**** Data records
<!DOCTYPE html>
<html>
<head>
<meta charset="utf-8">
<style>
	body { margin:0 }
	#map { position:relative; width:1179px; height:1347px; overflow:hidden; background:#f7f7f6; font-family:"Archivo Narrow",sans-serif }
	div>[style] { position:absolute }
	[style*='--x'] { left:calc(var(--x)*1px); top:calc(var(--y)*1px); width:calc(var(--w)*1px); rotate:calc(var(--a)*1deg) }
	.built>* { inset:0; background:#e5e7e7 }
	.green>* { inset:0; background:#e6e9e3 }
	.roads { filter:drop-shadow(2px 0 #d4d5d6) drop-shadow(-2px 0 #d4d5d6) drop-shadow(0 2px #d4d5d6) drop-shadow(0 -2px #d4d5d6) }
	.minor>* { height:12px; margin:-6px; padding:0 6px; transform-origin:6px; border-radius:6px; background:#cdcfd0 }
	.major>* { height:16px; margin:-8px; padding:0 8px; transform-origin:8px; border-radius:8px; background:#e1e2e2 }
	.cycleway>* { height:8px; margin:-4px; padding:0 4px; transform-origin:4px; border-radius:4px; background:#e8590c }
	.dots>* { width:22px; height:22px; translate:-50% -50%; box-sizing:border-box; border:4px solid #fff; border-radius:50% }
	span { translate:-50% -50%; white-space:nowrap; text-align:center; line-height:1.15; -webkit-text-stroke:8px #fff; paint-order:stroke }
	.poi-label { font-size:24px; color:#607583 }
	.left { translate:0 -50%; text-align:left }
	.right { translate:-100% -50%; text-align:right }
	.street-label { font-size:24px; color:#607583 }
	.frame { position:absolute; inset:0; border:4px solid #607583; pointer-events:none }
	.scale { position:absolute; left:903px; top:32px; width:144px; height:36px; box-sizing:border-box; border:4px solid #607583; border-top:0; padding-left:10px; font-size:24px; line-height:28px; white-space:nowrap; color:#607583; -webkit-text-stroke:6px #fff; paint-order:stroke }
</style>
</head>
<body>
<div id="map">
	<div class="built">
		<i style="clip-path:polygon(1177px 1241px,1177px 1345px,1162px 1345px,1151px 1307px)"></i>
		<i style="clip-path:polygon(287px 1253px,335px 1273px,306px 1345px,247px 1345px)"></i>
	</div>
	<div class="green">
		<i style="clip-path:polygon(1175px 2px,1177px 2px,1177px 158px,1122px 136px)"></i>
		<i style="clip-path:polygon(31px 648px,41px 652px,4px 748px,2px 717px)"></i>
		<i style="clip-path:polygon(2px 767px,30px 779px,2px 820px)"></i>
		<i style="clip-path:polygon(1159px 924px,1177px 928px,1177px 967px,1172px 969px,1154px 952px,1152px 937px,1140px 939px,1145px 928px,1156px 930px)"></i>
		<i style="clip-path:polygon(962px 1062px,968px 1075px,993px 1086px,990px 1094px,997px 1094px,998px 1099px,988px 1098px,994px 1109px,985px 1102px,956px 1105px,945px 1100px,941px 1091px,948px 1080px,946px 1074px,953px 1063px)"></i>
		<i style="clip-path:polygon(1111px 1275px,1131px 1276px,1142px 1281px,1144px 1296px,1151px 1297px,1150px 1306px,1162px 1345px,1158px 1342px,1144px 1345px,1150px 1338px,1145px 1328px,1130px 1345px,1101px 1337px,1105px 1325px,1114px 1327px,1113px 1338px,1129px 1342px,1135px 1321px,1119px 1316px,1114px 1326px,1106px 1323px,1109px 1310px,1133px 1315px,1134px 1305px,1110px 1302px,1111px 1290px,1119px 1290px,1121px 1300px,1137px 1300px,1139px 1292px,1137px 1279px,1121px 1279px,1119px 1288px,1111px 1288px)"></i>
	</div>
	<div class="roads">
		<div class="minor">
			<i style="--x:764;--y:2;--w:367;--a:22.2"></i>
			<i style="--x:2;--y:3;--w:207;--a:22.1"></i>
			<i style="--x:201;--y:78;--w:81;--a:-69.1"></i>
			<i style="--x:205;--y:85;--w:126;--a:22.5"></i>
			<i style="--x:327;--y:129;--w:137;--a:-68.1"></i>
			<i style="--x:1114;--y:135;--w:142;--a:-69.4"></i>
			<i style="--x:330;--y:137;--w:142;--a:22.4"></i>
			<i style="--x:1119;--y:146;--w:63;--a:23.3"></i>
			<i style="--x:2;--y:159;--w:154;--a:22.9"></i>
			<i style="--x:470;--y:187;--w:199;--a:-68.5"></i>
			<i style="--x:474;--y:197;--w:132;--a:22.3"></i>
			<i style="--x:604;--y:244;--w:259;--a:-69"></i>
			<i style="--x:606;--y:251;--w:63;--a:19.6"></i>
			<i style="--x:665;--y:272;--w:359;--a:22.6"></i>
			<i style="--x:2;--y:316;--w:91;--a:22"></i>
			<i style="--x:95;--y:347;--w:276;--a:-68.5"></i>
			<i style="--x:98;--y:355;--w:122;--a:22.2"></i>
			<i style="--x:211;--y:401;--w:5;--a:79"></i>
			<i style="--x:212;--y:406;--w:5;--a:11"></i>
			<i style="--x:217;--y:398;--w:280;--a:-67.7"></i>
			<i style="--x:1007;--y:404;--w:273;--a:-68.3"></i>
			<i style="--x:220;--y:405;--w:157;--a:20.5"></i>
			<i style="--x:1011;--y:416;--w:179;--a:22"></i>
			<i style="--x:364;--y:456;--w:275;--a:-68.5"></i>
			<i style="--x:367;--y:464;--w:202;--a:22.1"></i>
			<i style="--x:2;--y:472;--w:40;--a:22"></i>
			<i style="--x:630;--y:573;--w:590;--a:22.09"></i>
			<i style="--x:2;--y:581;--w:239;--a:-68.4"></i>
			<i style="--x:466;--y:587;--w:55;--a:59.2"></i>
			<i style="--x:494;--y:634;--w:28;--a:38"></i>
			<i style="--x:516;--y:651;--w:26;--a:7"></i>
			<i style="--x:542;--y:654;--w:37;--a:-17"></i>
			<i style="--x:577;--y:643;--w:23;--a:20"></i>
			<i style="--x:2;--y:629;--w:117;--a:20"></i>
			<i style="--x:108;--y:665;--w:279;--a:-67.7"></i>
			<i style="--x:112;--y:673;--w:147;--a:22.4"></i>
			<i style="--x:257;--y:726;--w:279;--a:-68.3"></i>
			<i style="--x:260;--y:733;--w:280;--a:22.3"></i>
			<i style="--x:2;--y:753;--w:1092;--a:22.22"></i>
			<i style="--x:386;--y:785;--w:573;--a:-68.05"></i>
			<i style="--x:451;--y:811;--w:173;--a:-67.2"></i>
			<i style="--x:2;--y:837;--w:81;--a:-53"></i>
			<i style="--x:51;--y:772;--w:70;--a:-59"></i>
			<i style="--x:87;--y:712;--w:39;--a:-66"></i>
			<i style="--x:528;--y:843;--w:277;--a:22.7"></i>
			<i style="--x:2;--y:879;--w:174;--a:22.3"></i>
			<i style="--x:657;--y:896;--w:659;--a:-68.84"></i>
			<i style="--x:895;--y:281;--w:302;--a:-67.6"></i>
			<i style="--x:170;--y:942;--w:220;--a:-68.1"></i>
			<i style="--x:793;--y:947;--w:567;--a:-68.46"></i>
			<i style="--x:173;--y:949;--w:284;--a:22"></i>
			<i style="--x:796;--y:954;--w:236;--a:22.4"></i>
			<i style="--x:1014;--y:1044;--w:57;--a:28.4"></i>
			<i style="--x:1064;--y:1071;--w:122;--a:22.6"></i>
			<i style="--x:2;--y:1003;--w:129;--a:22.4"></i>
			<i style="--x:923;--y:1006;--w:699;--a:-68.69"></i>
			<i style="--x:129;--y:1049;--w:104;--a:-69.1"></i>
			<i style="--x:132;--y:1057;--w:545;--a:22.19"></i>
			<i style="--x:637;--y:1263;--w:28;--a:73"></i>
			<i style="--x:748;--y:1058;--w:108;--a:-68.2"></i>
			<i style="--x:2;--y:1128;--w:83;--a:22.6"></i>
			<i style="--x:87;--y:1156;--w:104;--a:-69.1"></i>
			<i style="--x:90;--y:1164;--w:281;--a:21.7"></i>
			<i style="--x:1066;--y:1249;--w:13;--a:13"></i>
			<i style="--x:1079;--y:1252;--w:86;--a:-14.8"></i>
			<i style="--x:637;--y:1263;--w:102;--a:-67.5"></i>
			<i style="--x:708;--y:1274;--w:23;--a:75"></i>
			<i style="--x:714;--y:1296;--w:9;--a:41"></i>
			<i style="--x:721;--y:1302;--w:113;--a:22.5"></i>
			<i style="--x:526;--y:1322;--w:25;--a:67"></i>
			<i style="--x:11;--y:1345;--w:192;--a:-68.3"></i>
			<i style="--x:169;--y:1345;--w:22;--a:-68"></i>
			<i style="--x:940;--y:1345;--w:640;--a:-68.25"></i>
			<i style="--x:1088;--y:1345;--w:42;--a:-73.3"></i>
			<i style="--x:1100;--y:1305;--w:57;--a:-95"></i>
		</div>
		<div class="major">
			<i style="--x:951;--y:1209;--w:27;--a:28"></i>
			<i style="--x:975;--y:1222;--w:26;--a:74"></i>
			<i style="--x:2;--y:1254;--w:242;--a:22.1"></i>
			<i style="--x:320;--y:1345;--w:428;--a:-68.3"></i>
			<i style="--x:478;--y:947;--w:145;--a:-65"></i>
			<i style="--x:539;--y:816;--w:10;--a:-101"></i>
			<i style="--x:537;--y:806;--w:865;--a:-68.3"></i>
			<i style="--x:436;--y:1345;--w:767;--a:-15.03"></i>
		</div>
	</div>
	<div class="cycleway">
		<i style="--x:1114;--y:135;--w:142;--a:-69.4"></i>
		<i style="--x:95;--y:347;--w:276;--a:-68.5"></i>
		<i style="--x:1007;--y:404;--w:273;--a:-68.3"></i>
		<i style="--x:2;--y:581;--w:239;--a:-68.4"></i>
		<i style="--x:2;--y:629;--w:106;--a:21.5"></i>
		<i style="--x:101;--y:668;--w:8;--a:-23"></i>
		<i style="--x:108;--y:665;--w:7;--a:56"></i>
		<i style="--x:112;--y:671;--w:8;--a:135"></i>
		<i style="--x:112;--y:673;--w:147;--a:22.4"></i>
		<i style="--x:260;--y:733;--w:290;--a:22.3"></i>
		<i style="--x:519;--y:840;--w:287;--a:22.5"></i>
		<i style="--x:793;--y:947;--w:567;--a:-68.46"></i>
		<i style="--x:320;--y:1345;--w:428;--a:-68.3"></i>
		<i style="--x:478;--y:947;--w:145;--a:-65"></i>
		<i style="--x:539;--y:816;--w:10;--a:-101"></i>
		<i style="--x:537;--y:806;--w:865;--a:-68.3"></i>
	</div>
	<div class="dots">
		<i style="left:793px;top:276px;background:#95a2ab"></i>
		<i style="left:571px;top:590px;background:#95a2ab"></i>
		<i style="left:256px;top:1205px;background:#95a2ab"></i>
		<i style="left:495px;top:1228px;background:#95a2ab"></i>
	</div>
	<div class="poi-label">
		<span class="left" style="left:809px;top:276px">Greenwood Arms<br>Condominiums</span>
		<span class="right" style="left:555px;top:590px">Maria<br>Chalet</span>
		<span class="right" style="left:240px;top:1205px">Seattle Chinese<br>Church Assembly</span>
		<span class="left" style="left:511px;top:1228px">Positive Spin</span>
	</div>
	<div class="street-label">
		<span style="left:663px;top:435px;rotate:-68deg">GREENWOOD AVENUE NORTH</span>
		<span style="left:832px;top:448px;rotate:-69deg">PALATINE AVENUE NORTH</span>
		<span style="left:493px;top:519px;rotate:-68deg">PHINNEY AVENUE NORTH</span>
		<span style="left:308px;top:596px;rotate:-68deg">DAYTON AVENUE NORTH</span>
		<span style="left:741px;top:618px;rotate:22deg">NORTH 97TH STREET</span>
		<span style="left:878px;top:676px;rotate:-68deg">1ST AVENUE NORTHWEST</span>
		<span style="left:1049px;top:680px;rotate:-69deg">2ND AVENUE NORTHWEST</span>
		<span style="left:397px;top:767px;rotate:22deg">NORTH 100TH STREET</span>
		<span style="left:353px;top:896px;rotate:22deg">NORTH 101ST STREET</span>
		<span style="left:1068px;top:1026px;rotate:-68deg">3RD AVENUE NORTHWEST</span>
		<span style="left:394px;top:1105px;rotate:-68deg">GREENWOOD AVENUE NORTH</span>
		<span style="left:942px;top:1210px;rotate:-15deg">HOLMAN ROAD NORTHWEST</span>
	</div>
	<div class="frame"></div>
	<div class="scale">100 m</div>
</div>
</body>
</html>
********
Where a line above holds the string "roads", show that line.

	.roads { filter:drop-shadow(2px 0 #d4d5d6) drop-shadow(-2px 0 #d4d5d6) drop-shadow(0 2px #d4d5d6) drop-shadow(0 -2px #d4d5d6) }
	<div class="roads">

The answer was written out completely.